The rest of the movie plays out somewhat predictably as Cage’s Montogmery tries to find Vincent — who’s driving around New Orleans with Alison drugged up and locked in the trunk — all while also evading the FBI. To make matters worse, it’s Mardis Gras, although that does give Cage the cover he needs to evade the feds early on.
Copycat accusations aside, the setup for Stolen seems like it should work. After all, Nicolas Cage managed to make an excellent action thriller in the same location as Bad Lieutenant: Port of Call New Orleans just a few years earlier. But that was directed by Werner Herzog. Stolen is the handiwork of Simon West, whose work includes the Nic Cage classic Con Air along with the music video for Rick Astley’s “Never Gonna Give You Up.” In other words, West has talent, but there’s little evidence of it in Stolen.

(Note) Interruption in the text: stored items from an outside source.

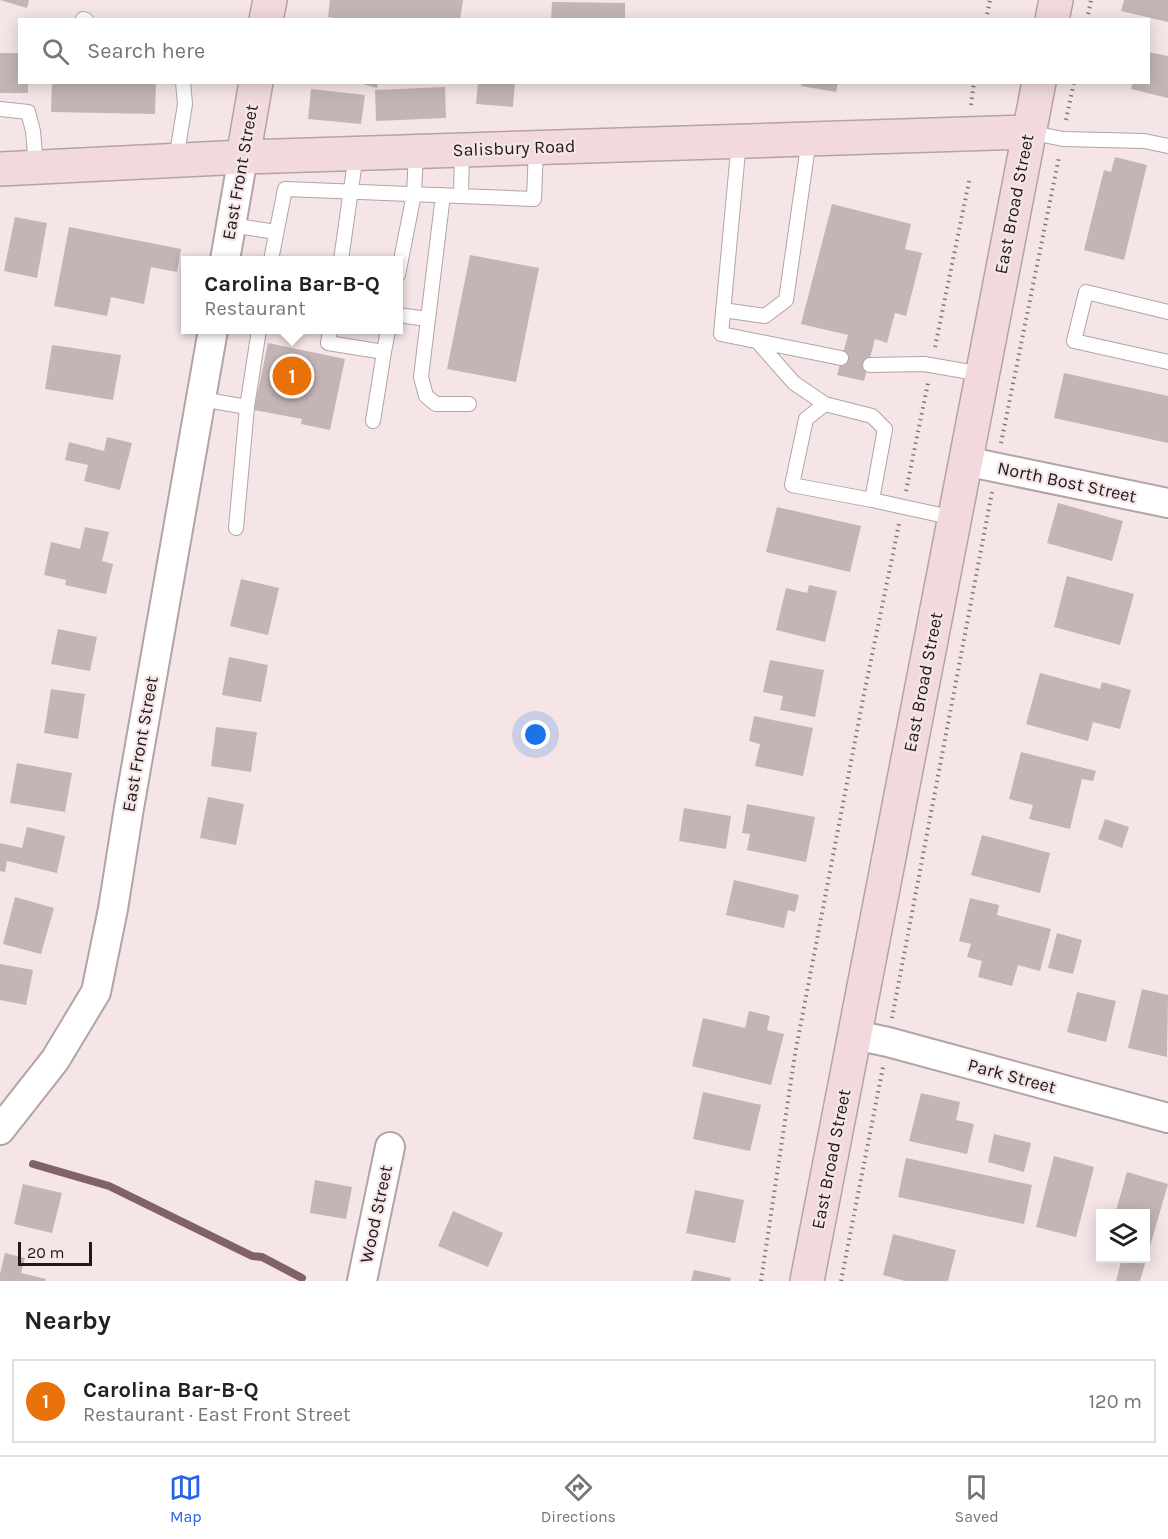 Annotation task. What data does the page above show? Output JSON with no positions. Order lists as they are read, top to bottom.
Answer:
{
  "streets": {
    "main road": ["Salisbury Road", "East Front Street", "East Broad Street"],
    "street": ["North Bost Street", "Park Street", "Wood Street"]
  },
  "crossings": [
    ["Salisbury Road", "East Front Street"],
    ["Salisbury Road", "East Broad Street"],
    ["East Broad Street", "North Bost Street"],
    ["East Broad Street", "Park Street"]
  ],
  "scale_bar": "20 m",
  "page": {
    "search": "Search here",
    "popup": ["Carolina Bar-B-Q", "Restaurant"],
    "pins": "1",
    "scale": "20 m",
    "heading": "Nearby",
    "list": [
      {
        "mark": "1",
        "name": "Carolina Bar-B-Q",
        "note": "Restaurant · East Front Street",
        "value": "120 m"
      }
    ],
    "nav": ["Map", "Directions", "Saved"]
  }
}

The pacing of the movie is so disjointed there’s no sense of urgency, which is vital in a Taken-style thriller. Too often, the characters stop what they're doing to explain themselves. Josh Lucas’ character, Vincent, in particular, is an exposition machine. He's constantly telling someone — whether it's Cage, the daughter, or a random motorcycle cop — what he's been up to over the last few years, his revenge plan, and how much his life sucks.
Nicolas Cage is an excellent actor, but he's at his best when he's allowed to embrace his prime Nicolas Cage-ness. This usually consists of but is not limited to:
- Absurd facial expressions
- Memorably weird lines
- Bizarre visuals
- (Bonus points if he gets to scream)
Cage can transform a forgettably bad or mediocre movie into something memorable. But here, he plays his character as a straightforward action movie protagonist. The performance is fine, but not memorable. To put it another way, there are no Stolen memes.
The actor doesn't even get any memorable lines. The only semi-noteworthy quotes come from Josh Lucas’ Vincent, and they're pretty lame. (“I've already been to prison; I didn't like it. In fact, I f*cking hated it!" and “You destroyed the only thing I ever loved – me!”). No one is making any Vincent memes, either.
My grand unifying Nicolas Cage theory is that the actor is typically allowed at least one weird ask for every movie he's in. Typically, it’s something so visually weird you can’t help but laugh. In Face/Off, it was the choir scene. For Ghost Rider, it was eating jelly beans out of a cocktail glass while watching a chimpanzee on TV. In Wicker Man, it was dressing up in a bear costume and punching out a cult woman (this ranks almost as high up as "Not the bees!").
But for Stolen, Cage's chosen quirk is simply listening to Creedence Clearwater Revival right before a heist. That's it. Not only is this uninspiring, but it also turns out to be a stupid move because the FBI figures out that Creedence Clearwater Revival is his character's pattern. That's what tipped them off that the heist was about to go down.
Some might enjoy this movie if they're Nicolas Cage fans who are happy to see him in anything or just enjoy action flicks in general. Stolen is not a truly terrible action movie, it's definitely not the most interesting or engrossing action film out there. For most people watching, Stolen will be a quickly forgotten movie that doesn't really leave much of an urge to take in a second viewing.